A model, developed previously for describing the filling of a porous flow-through electrode (PFE) with a metallic deposit, is used to demonstrate that, in contradistinction to a straight-through mode, a decrease in the concentration of metal in a circulating solution (approximately by an order of magnitude in the course of the time period required for filling a critical cross-section of PFE with metal) leads to a change both in the direction of the spatial redistribution of metal inside the porous matrix and in the dynamics of the variation of its basic parameters. In a straight-through mode, the metal distribution inside a PFE is defined by the action of two opposite factors (development of a surface inside the working layer Lef at the expense of the growth of the diameter of fibers and, vice versa, its shrinking at the expense of a decrease in Lef with time and the expulsion of the process of deposition of metal in the direction of the front end of PFE) and is characterized by nonmonotonous dependences of the current efficiency and the outlet concentration of metal on time. The predominant tendency in the case of a circulation mode is different: Lef rises with time, which leads to a displacement of the process of the metal deposition in the direction of the rear end of PFE (at rear solution input), increase of maximal amount of deposit by approximately 1.4 times at L > Lef, as well as to dependences of the current efficiency and the ratio between the concentrations of metal at the outlet and inlet of PFE that are monotonously decreasing with time. At the expense of a continuous variation of the effective working surface area of PFE and the mass transfer coefficient with time, the circulation mode is characterized by a nonlinear dependence of the logarithm of the metal concentration in the circulating solution on the electrolysis duration.
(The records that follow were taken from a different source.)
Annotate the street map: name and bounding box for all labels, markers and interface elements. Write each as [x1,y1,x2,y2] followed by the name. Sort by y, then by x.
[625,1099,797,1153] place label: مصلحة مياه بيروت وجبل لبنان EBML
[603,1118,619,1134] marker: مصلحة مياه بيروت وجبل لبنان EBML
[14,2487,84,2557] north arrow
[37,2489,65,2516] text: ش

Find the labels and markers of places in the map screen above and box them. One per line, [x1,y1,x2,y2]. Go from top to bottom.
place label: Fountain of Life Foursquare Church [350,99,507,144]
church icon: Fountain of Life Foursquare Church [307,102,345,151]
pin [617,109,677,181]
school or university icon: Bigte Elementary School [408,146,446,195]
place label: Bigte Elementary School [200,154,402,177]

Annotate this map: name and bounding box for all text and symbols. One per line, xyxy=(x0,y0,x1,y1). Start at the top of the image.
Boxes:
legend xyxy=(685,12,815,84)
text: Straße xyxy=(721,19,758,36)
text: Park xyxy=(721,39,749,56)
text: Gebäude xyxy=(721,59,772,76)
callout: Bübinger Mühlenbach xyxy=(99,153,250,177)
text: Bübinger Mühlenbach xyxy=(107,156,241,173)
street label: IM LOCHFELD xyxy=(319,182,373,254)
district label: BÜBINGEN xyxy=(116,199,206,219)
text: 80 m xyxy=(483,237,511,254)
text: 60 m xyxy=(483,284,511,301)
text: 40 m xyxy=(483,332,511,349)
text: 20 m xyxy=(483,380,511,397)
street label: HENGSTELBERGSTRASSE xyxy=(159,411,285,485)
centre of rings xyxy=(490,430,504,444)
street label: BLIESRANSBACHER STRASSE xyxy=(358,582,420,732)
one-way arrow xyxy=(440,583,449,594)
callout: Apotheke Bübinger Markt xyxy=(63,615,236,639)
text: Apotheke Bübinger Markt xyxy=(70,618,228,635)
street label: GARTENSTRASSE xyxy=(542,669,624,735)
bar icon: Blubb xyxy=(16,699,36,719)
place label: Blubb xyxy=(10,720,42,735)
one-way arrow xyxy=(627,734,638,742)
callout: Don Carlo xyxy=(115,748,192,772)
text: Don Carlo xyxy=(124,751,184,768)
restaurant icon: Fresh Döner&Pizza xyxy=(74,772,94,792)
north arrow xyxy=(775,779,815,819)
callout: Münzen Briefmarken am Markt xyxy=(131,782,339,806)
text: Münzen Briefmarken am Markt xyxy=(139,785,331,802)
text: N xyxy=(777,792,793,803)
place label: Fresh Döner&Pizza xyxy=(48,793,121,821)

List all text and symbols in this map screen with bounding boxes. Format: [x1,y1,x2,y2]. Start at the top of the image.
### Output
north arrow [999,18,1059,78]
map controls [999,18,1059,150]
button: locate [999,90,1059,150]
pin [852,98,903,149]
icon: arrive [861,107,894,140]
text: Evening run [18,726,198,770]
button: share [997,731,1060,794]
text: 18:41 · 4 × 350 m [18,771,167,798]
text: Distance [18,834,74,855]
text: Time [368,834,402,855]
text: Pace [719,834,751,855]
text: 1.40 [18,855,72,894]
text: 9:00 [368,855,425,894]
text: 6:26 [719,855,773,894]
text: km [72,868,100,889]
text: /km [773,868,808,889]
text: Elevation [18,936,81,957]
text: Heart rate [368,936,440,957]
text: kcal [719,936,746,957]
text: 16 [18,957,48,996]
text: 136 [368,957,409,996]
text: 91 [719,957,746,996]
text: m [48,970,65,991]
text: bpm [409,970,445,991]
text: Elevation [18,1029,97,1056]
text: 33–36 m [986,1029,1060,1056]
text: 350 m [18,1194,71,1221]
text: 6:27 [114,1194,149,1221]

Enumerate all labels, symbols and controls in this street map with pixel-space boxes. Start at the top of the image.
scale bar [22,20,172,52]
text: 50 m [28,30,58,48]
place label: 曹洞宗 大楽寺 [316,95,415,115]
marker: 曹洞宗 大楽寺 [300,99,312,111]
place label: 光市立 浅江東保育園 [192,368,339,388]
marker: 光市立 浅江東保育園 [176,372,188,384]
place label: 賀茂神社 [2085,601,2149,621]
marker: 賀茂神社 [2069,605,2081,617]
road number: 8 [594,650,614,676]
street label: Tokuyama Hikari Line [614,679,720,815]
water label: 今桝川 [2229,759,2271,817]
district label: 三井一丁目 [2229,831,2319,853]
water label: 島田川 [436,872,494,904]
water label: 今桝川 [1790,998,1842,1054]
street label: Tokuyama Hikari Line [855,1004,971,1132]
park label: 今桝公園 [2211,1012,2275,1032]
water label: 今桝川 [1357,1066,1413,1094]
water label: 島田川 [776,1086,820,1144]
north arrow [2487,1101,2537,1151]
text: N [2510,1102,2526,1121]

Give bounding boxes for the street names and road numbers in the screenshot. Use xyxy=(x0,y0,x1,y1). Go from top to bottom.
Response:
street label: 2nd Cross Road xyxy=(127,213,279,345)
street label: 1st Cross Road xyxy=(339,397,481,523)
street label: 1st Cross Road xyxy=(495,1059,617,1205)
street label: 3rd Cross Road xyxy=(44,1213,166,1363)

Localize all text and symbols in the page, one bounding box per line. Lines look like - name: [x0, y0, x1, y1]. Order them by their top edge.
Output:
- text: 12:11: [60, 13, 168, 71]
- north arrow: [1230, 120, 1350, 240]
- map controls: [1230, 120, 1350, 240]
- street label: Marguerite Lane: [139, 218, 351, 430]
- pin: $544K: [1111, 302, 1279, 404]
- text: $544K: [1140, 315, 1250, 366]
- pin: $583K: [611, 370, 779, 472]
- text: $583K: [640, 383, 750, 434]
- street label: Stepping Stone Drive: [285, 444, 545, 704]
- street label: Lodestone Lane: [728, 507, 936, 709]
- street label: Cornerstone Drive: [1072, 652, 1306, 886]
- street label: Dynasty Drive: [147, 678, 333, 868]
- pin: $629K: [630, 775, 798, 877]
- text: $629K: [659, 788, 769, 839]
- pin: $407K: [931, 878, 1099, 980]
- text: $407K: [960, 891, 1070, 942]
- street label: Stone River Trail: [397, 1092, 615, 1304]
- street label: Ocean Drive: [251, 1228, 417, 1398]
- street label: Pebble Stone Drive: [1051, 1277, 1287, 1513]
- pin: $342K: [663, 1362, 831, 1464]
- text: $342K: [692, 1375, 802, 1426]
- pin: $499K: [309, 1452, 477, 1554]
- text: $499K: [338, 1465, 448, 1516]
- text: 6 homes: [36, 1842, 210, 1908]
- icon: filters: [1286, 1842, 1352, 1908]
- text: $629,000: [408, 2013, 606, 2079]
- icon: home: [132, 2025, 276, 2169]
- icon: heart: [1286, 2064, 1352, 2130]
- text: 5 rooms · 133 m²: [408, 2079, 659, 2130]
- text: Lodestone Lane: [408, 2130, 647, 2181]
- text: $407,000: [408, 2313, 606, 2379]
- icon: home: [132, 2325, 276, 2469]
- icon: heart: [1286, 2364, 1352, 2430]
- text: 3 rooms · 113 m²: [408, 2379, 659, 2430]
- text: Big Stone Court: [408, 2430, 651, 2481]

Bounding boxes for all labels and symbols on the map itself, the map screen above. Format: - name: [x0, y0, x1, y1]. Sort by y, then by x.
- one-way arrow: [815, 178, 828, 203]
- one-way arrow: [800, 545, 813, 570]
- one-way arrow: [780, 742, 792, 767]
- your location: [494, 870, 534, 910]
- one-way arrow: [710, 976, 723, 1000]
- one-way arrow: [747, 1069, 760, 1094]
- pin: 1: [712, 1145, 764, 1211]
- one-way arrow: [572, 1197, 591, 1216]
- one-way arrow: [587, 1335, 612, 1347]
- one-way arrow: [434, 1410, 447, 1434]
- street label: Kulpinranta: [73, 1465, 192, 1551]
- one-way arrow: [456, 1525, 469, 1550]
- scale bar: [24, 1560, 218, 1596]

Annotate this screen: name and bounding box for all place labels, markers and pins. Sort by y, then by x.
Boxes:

A comparison of indicators that are characterizing the dynamics of the filling of a PFE with metal in the course of galvanostatic and potentiostatic modes of electrolysis is performed. It is established that the application of a potentiostatic mode of electrolysis under the conditions that provide for the predominance of the target reaction is accompanied by a slight decrease in the maximum quantity of metal, but a very significant decrease (by 5–6 times) in the specific spendings of electric energy.